Mr. Blackhurst could’ve been Waldo all grown-up, commodore’s cap and ascot. As a movie director, if his claim was true, he could have pulled off jodhpurs, boots, and beret with equal aplomb. In the years I’d known him, however, his attire never varied: white shirt, paisley tie, suspenders, brown trousers with double pleats and two-inch cuffs. His socks were uniformly brown. (“A man who purchases socks of the same style and colour will eliminate a year, at minimum, of superfluous decision-making from his life.” —Chairman Blackhurst)
The canteen was set back from the dock, diagonally opposite the gas pump, under a buggy willow and up against a high grey fence built to conceal the backside of the Chinese restaurant on the main street. The structure was ten by five, at most, a clapboard and tin affair—the tin generously provided by tobacco and soda pop companies to advertise their wares.
Player’s Please.
Pall Mall – Outstanding . . . and They are Mild!
Canada Dry – Let’s have a picnic!
RC Cola – The Fresher Refresher
A padlocked chest freezer—Ice Blocks & Bags—braced the short end of the canteen. The picnic table creaked out front.

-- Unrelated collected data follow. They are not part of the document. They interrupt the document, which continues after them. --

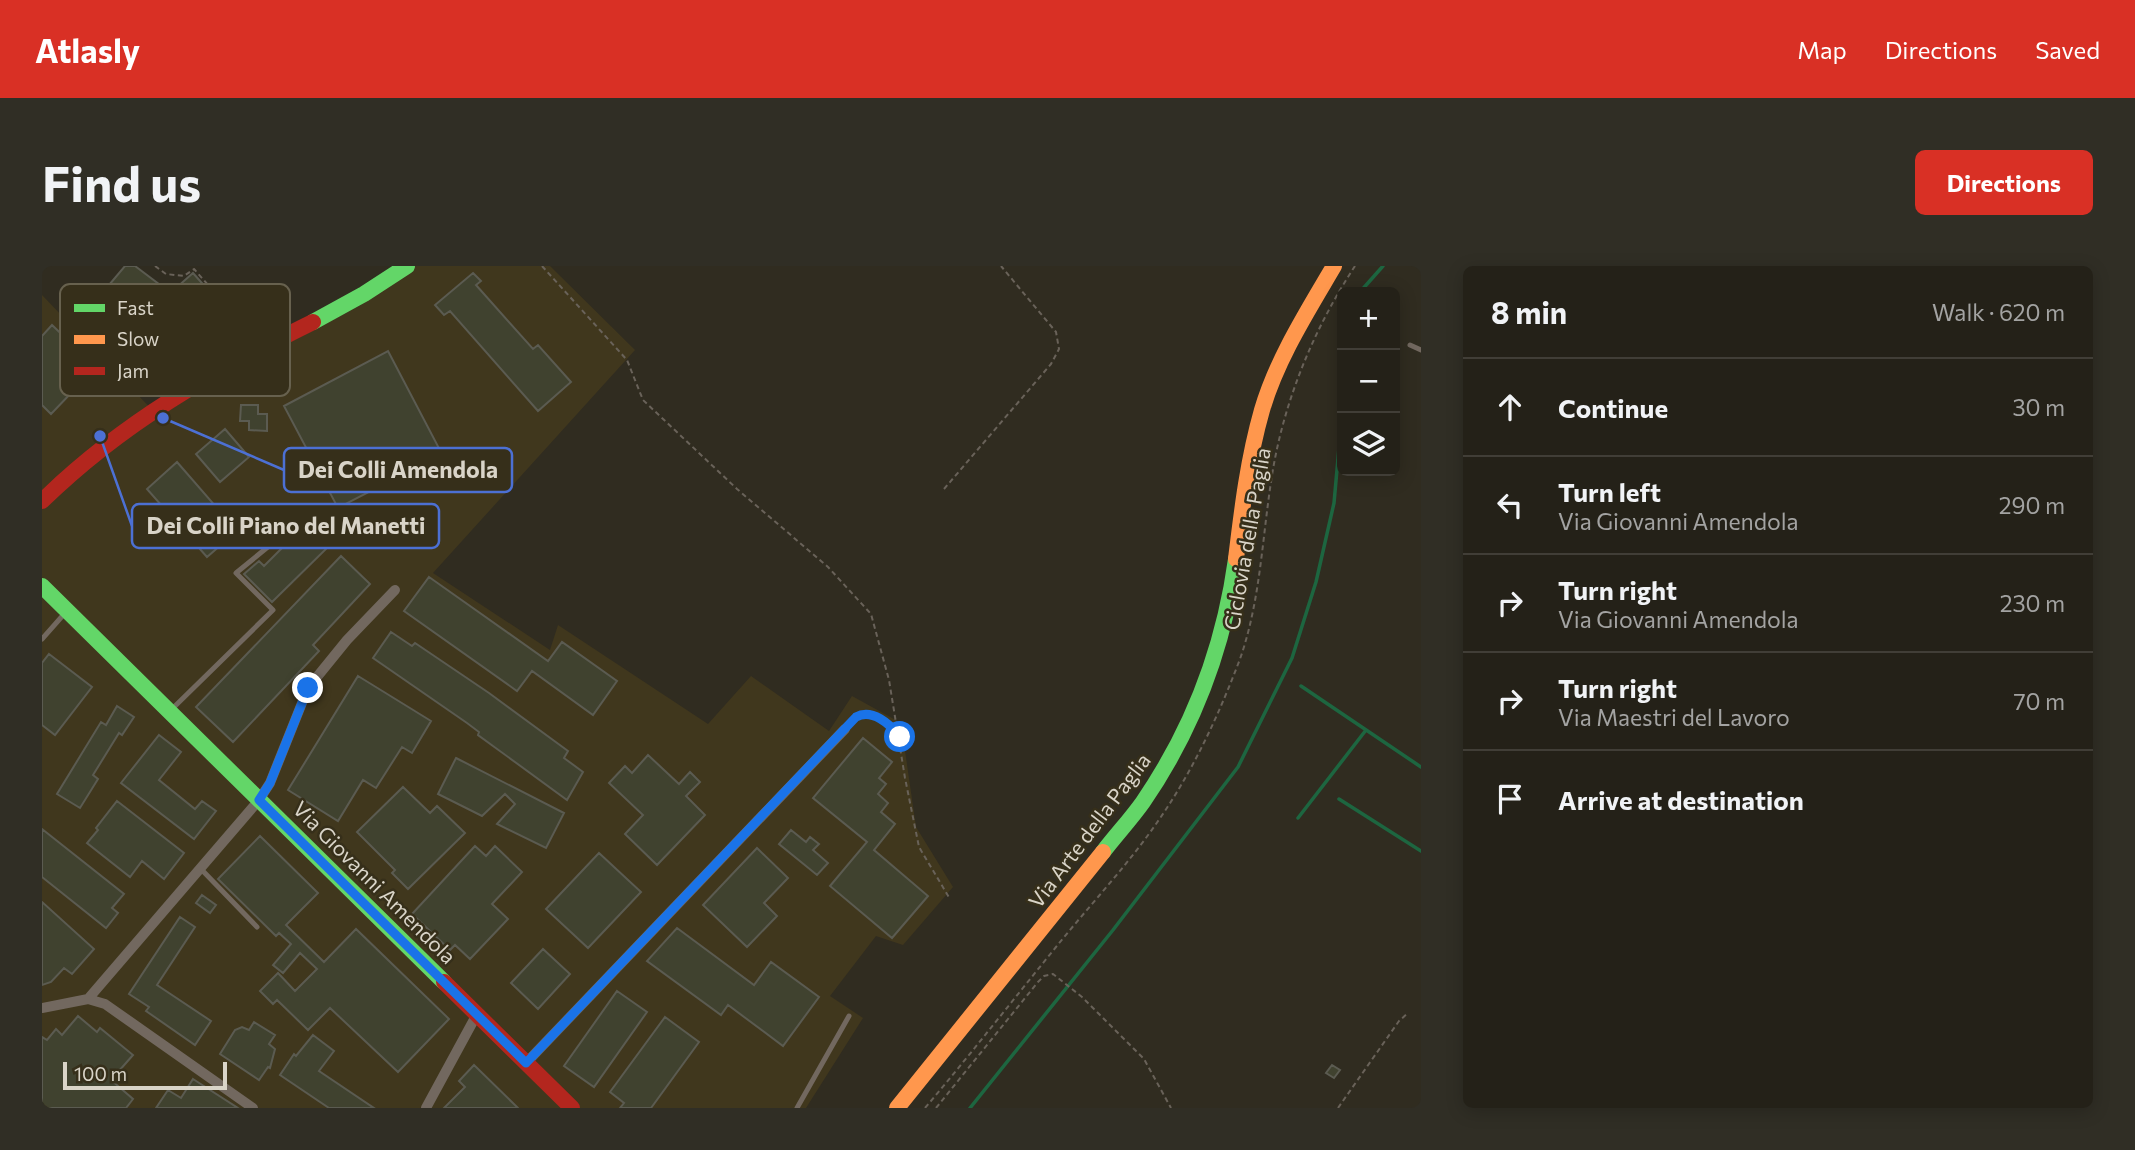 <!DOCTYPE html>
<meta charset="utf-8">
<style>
:root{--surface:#242118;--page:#302e25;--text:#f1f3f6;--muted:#a3a3a2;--line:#413e37;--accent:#d93025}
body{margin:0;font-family:Commissioner,sans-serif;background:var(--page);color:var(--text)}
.controls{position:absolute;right:21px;top:21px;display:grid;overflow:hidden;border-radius:10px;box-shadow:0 4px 18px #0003}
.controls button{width:63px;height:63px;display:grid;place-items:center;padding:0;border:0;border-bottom:2px solid var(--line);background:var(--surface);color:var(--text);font:35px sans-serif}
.scale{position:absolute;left:21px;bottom:18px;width:164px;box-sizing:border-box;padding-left:7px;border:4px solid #d9d4c8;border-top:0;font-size:19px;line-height:24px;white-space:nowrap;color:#d9d4c8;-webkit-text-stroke:5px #362f1a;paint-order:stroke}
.stop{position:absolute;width:21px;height:21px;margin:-16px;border:5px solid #1a73e8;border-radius:50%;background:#fff}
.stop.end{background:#1a73e8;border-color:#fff;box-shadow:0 2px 7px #0008}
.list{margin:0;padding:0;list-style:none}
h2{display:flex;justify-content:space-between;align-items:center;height:91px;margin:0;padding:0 28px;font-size:30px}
h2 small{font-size:23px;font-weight:400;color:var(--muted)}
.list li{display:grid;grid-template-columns:46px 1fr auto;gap:21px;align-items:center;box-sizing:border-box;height:98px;padding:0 28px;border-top:2px solid var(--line)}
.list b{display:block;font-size:26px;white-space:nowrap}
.list p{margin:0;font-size:23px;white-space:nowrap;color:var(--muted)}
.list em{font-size:23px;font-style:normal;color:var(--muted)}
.icon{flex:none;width:38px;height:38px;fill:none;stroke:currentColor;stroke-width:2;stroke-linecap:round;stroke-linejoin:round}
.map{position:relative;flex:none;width:1379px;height:842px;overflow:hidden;border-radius:10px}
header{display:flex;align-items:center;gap:42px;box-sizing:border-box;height:98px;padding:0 35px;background:var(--accent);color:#fff}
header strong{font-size:33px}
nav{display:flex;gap:38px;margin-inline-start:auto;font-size:24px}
.intro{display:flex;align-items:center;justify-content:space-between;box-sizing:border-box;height:168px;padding:0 42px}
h1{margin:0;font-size:49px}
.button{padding:18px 32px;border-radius:10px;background:var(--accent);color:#fff;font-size:24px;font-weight:700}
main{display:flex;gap:42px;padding:0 42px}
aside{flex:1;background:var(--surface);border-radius:10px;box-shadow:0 4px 18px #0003}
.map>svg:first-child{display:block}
.built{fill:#40371d}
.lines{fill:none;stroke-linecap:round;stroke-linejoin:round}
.stream{stroke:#1d6640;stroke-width:3.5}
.building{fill:#40422f;stroke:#5b5b51;stroke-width:2}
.path{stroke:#696259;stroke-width:2;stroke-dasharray:5 3.5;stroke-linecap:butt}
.lane{stroke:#72685f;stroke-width:5}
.street{stroke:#72685f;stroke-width:10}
.fast{stroke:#63d668;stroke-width:16}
.slow{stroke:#ff974d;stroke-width:16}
.jam{stroke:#b3261e;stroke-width:16}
.route{stroke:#1a73e8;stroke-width:9}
.labels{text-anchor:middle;stroke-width:5;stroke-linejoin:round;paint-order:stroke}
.street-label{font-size:21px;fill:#d9d4c8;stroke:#362f1a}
.key{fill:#362f1a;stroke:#67614e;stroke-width:2}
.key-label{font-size:19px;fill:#d9d4c8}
.leader{fill:none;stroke:#4c70d4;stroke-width:2.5}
.callout-dot{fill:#4c70d4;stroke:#362f1a;stroke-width:2.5}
.callout{fill:#362f1a;stroke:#4c70d4;stroke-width:2.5}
.callout-label{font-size:23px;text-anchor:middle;font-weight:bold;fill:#d9d4c8}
</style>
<header>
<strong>Atlasly</strong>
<nav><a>Map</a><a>Directions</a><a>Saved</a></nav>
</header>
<div class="intro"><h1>Find us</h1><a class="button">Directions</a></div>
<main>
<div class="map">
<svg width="1379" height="842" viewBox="0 0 1379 842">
<rect width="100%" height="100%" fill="#302c20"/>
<path class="built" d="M367 0H508L593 84 391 307 508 384 516 359 666 458 709 410 787 465 810 430 859 457 874 561 911 621 861 679 834 670 788 730 821 752 764 842H0V29L117 151 170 117 319 39Z"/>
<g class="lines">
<path class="stream" d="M1318 26 1341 0
M1259 420 1379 501
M1297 533 1379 585
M1256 552 1324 464
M928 842 1071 664 1196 501 1250 392 1274 316 1292 237 1299 159 1298 80 1300 66"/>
</g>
<path class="building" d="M83 0H93L130 28 97 68 78 52 44 91 54 101 9 148 0 139V70L10 59 36 84 65 50 51 38Z
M151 7 197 59 180 74 134 22Z
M431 7 439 15 434 19 491 83 496 79 529 116 496 145 408 45 402 49 393 39Z
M346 85 400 188 296 242 242 140Z
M199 139H216V148H225V165L207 164V155H198Z
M183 163 207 191 178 216 154 188Z
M135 196 195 265 165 291 105 223Z
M265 257 287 280 230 336 202 308 217 295 222 300Z
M299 290 328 318 271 379 277 385 191 476 154 441Z
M387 311 506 395 520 376 575 415 551 449 490 405 475 425 362 345Z
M349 366 370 380 373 377 447 427 526 485 522 492 541 506 525 534 436 469 437 466 425 457 331 392Z
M7 388 50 421 13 469 0 459V397Z
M316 410 389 455 370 487 360 481 334 522 321 514 296 555 246 524Z
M75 440 92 451 80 469 77 467 51 509 56 513 38 542 15 528 59 456 64 459Z
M117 469 139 486 117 514 153 543 160 535 174 545 152 573 79 517Z
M821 472 850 496 837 512 844 518 836 528 846 537 839 546 853 558 832 584 886 630 850 672 788 620 825 576 771 532Z
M606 489 637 518 648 506 658 516 644 530 663 549 615 599 583 568 601 549 567 517 583 500 590 507Z
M414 492 522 547 504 582 455 558 473 538 463 528 440 550 396 528Z
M361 521 388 547 395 540 423 567 366 623 350 607 353 604 315 566Z
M75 535 142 587 122 613 100 595 88 611 45 577 56 564 54 562Z
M0 563 82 628 70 642 76 647 64 662 0 611Z
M749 564 764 576 768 571 777 578 771 584 786 597 775 609 737 578Z
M218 570 276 627 244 659 282 696 314 663 407 753 356 806 288 742 266 764 235 734 231 738 218 725 236 707 253 725 275 703 258 687 241 707 231 699 249 678 237 667 234 670 176 613Z
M433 580 444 590 453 580 480 606 450 638 466 653 428 693 413 679 408 684 370 648Z
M715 582 746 612 722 637 735 650 705 681 661 639Z
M557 587 599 626 546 682 504 643Z
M160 629 174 639 168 647 154 637Z
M0 636 52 683 30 708 22 702 9 716 0 719Z
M138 651 153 661 115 719 169 755 153 779 104 745 107 741 87 728Z
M635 662 712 719 729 696 777 731 741 780 686 739 679 749 605 695Z
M501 683 528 708 496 743 469 717Z
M575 725 605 746 552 821 522 800Z
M36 750 55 766 58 762 91 789 69 814 91 833 84 842H0V771L5 774 14 763 20 769Z
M623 751 657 776 609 842H578L582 837 568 826Z
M212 756 233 769 227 778 233 783 228 802 226 801 217 814 178 788 193 764 200 761 207 764Z
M271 769 292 785 277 805 332 842H287L238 809 252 788 254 790Z
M432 799 476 842H402L423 821 417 815Z
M1290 799 1298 804 1292 812 1284 807Z
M151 813 196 842H114L126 824 139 832Z"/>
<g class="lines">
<path class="path" d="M113 0 124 8 142 10 152 3 211 70
M500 0 585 94 601 134 695 223 786 301 829 348 847 414 863 512 877 581 908 633
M902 223 1009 98 1017 83 1014 66 959 0
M810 454C827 440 846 455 857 470
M883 842C928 789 970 735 1014 681 1047 640 1084 601 1114 558 1150 507 1176 451 1198 393 1218 336 1220 275 1229 216 1240 139 1271 64 1313 0
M894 842 996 716 1002 710 1011 708 1040 731 1102 793 1129 842
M1296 842 1357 755 1366 747"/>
<path class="lane" d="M1368 79 1379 84
M0 373 23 347
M130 443 231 344 194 307 265 249 294 280
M158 602 215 661
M755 842 807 750"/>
<path class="street" d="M46 733 217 534 228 517 266 422 305 374 353 324
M0 742 46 733 63 738 211 842
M484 797 803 463
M384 842 435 748"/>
<path class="fast" d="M271 56 322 28 365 0
M0 320 402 716
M1061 586C1074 569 1089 553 1101 536 1151 463 1182 380 1194 293"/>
<path class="slow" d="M1194 293C1200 243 1206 193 1220 144 1235 93 1265 46 1292 0
M855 842 1061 586"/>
<path class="jam" d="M0 235C81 156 170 106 271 56
M402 716 530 842"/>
</g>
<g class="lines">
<path class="route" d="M266 422 228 517 217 534 484 797 814 451C830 442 848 458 858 471"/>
</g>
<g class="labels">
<g class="street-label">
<text transform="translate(1206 273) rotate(-80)" y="7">Ciclovia della Paglia</text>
<text transform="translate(1048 565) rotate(-53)" y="7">Via Arte della Paglia</text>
<text transform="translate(332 617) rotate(45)" y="7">Via Giovanni Amendola</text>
</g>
</g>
<rect x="18" y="18" width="230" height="112" rx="10" class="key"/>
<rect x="32" y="38" width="31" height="8" fill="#63d668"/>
<rect x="32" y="69" width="31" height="9" fill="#ff974d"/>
<rect x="32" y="101" width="31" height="8" fill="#b3261e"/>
<g class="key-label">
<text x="75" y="49">Fast</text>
<text x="75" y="80">Slow</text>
<text x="75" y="112">Jam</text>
</g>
<path class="leader" d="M121 152L242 204M58 170L90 260"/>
<g class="callout-dot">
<circle cx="121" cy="152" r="7"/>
<circle cx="58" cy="170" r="7"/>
</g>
<g class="callout">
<rect x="242" y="182" width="228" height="44" rx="7"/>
<rect x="90" y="238" width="307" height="44" rx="7"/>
</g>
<g class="callout-label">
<text x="356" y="212">Dei Colli Amendola</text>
<text x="244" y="268">Dei Colli Piano del Manetti</text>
</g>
</svg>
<div class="controls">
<button>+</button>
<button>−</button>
<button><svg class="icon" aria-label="layers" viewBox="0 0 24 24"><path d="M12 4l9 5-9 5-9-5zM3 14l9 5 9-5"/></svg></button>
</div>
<div class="scale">100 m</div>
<div class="stop" style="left:858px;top:471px"></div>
<div class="stop end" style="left:266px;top:422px"></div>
</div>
<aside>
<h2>8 min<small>Walk · 620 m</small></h2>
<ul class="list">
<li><svg class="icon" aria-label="ahead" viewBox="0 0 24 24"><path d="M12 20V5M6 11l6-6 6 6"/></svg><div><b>Continue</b></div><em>30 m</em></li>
<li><svg class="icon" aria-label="left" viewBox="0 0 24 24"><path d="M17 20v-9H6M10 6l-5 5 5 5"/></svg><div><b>Turn left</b><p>Via Giovanni Amendola</p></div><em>290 m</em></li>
<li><svg class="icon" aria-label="right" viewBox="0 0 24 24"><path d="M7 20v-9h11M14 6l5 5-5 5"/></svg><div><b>Turn right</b><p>Via Giovanni Amendola</p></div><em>230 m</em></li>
<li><svg class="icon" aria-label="right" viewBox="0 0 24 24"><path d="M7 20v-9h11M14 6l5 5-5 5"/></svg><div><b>Turn right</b><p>Via Maestri del Lavoro</p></div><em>70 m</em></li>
<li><svg class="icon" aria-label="arrive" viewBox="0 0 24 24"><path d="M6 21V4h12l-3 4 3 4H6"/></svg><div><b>Arrive at destination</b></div></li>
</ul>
</aside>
</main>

A hotdog was Mr. Blackhurst’s standing order. “My breakfast chaser,” he’d say with a gravelly chuckle, and a healthy sprinkling of sheepis
h. Three quick bites, never varied.
He’d hitch up his trousers till foiled by overhang, and with a snap of his suspenders propel himself in the direction of King Street and his day of dry cleaning ahead.
Never once did he acknowledge Jack as Bert Levin’s boy or me as the kid who had brought him the intertitles. Forget movie-making or Hollywood North.
I pushed Jack to go for it. “You got your brown belt. What are you afraid of? Let’s get him talking again.”
“It’s been what—a week? We don’t want to scare him off.”
“At this rate, he’ll be dead and buried before we get any answers. He likes talking to you.”
“And what answers do you expect, Gus? So he tells us more about Hollywood North. So what? As long as no else buys into the story, it rings as true as Goldilocks or Peter Pan.”
“It can’t hurt to try. We’d know. At least.”
“Know what? What more do you think there is? If they really did make movies in Trenton, that’s great. History. Case closed. And if they didn’t, if it’s all bullshit, tell me one thing that changes. The mystery is not Hollywood North, Gus. The mystery is why this town knows nothing, remembers nothing, cares about nothing.”
“Donkey Baseball brings out the crowds,” I said.
Jack’s laugh was bleak. “I stand corrected.”
“Thing is, Jack, what if Hollywood North is a symptom of the same disease? Same as Creighton Farms or dogs running wild and eating babies? Solving any one mystery could unlock all the other mysteries. The bad stuff. The crazy stuff.”